However, those disruptions often meant an end to the test in question,
because the load generators kept pumping requests at the system during the
disruption and it never got a chance to recover.
In order to work around that we have a feature that will detect
disruptions and reduce load temporarily. Whenever more than X number of
iterations in a row fails, the code in question will enforce a 900 second
sleep on the virtual user, and keep doing that until an iteration is
completed. This way the load will stay low as long as the problem remains,
and go back up whenever things get back up on their feet.
Default this feature is off, but when needed we can turn it on with a
simple command line attribute.

- Log on error
One useful feature of loadrunner is that you can set things up in such a
way that logging is turned off by default, but whenever an error occurs the
last X kb of log data is recorded on disk.
That reduces the amount of logging to what usually amounts to the only
things you're really interested in (including, I might add, full
responses). :wink:

- Disk space guards
Long running tests have a second problem: Too much disk space usage on the
generators, usually due to excessive logging or too many errors (which
turns all of the logging on temporarily, of course).
Loadrunner however never detects that, and will gleefully put truncated
files on disk, resulting in test corruption later.
So we had to work around it - with two pieces of code. One that will check
how much free space the generator has, and one that measures how much the
test used so far. If this code deems the usage is too high or the space
left too low, will simply disable the logging entirely.
Example here:
https://github.com/randakar/y-lib/blob/master/y_logging.c#L306 -
https://github.com/randakar/y-lib/blob/master/y_logging.c#L345
That works, but it would be really nice if a test tool could detect such a
thing itself..

- Pacing
Another thing that appears to not be present in gatling scripts: Specific
settings for pacing.
If you really want your load numbers to be exact and to give something of
a representative load then you somehow want to steer how long each user
session lasts. If you rely only on think time and responsetimes to drive
load then you run into the issue that as soon as the load nears a
bottleneck the load will actually decrease because the slow increase in
responsetimes makes your users slow down.
The way to deal with that is to set up a pacing - where each run through
the script is allocated a set amount of time (usually about 2 minutes,
though we always apply a randomization factor to these things to keep
users from getting into lockstep with each other) and if the user finishes
it's set of requests before that, the script will simply wait until the
required time has passed. Meaning that if some disruption occurs on the
application server, the load will just keep on going as if nothing is
happening.

Loadrunner actually has several different ways to configure this: No
pacing, pacing with fixed intervals, pacing with variable intervals, and
you can set it to "delay X to Y seconds after the script ends".
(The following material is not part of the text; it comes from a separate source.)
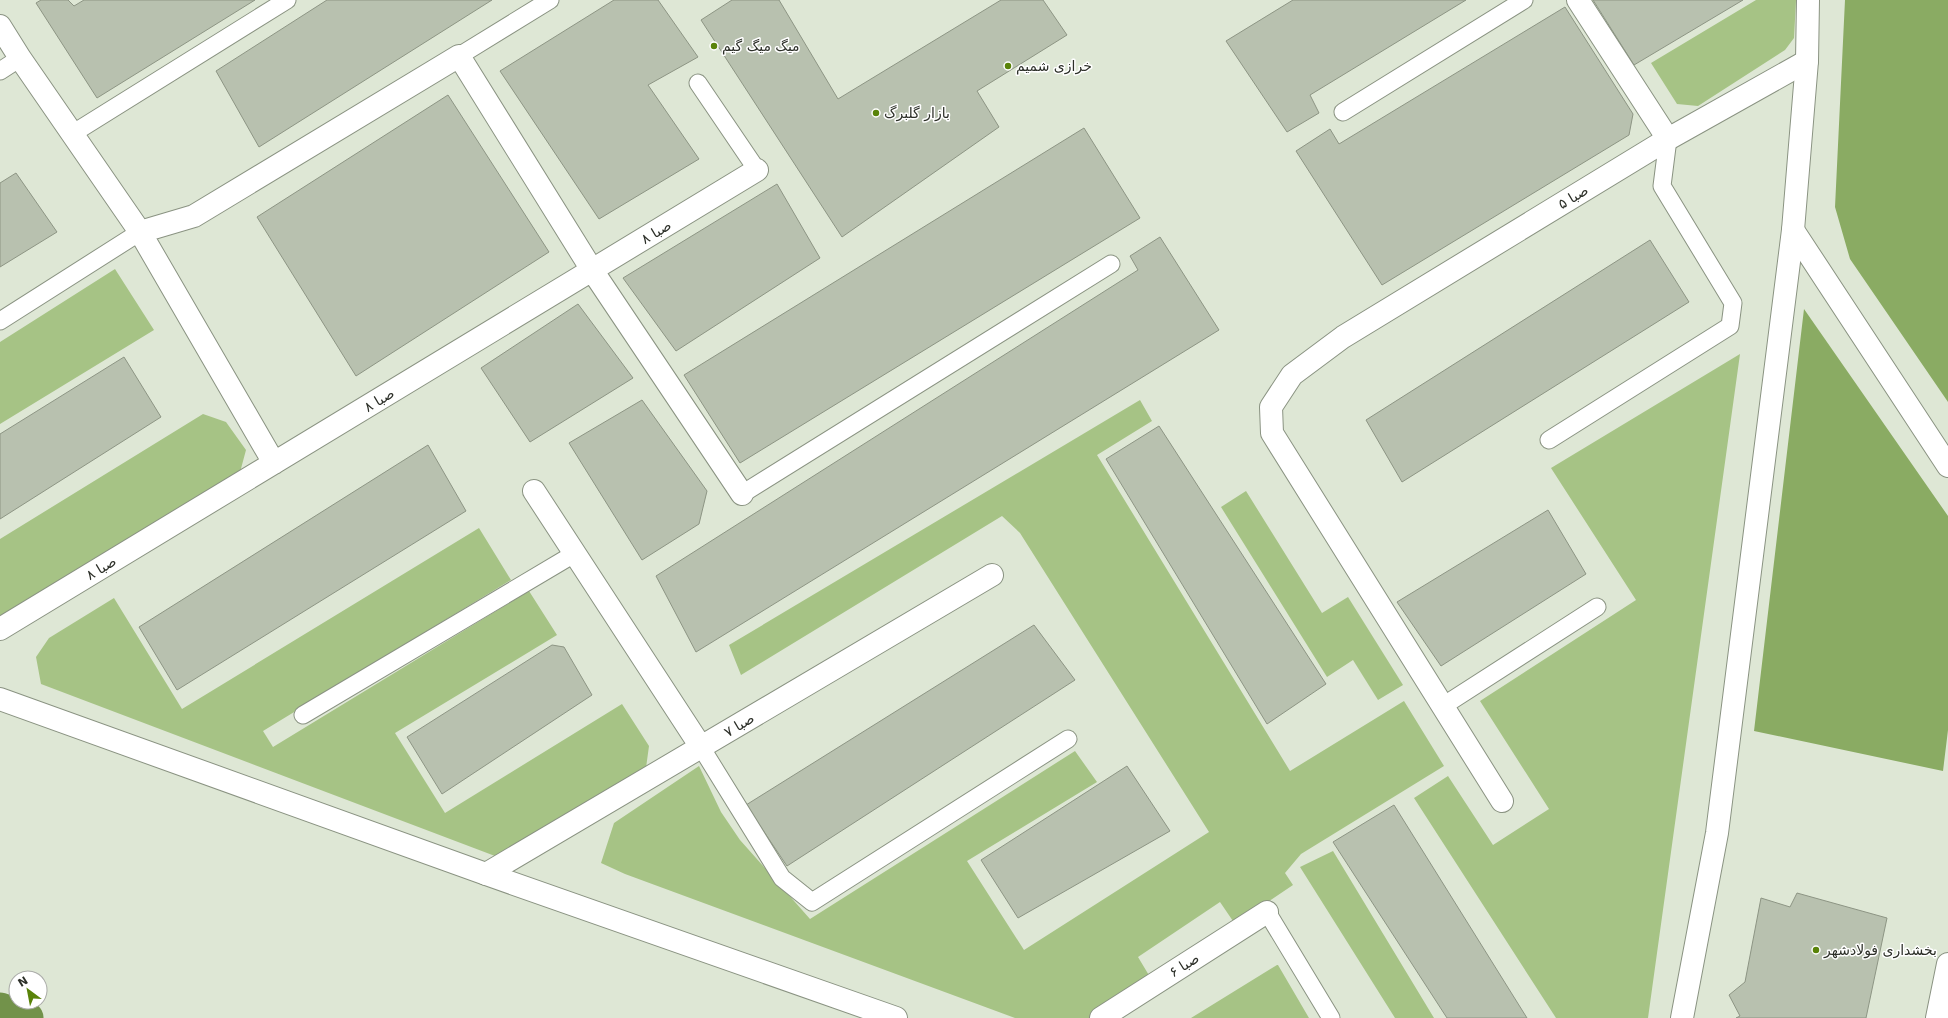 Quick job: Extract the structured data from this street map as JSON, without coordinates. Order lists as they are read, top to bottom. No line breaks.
{"streets":{"street":["صبا ۵","صبا ۸","صبا ۷","صبا ۶"]},"places":["میگ میگ گیم","خرازی شمیم","بازار گلبرگ","بخشداری فولادشهر"],"north":"top left"}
In our case pacing gets a bit of a complicated subject though, because we
also time the logout to occur (if it occurs - there's a percentage chance
associated with it) just before the end of the pacing duration, so we
actually have a calculated forced thinktime sitting right before the logout
that will delay it. And while we're at it, we also measure how long the
script took to reach that point, so that any overly long scripts or
too-short pacing settings can be acted upon by the tester.

- Thinktime based rampup
Steering the load by decreasing the think time, rather than adding more
threads or virtual users.
If you want to have the load ramp up linearly, this involves a bit of math
- the formula is:

thinktime = (virtual_users / TPS_target) - response_time;

See
https://github.com/randakar/y-lib/blob/master/y_loadrunner_utils.c#L942for an implementation. And lots of comments.
I like to think that code speaks for itself, but I may be wrong. :wink:
I'm sure this can be reimplemented in a gatling scenario fairly easily,
mind..

Man, you've given me enough work for the next 3 years... :slight_smile:
Thanks a lot!

- HTML mode recording / playback support:

As far as I can see, the main protocol gatling supports is pure HTTP
calls. However, these calls do very little parsing on the result and
fetching all the static images, CSS and javascript embedded in a page
requires manually recording each and playing them back.
In loadrunner however there is something called "HTML mode", where all
static content that does not require running javascript is fetched
automatically, on the fly, without needing to manually rerecord everything
for each change to the page layout.

It also probably doesn't fetch style images from the css.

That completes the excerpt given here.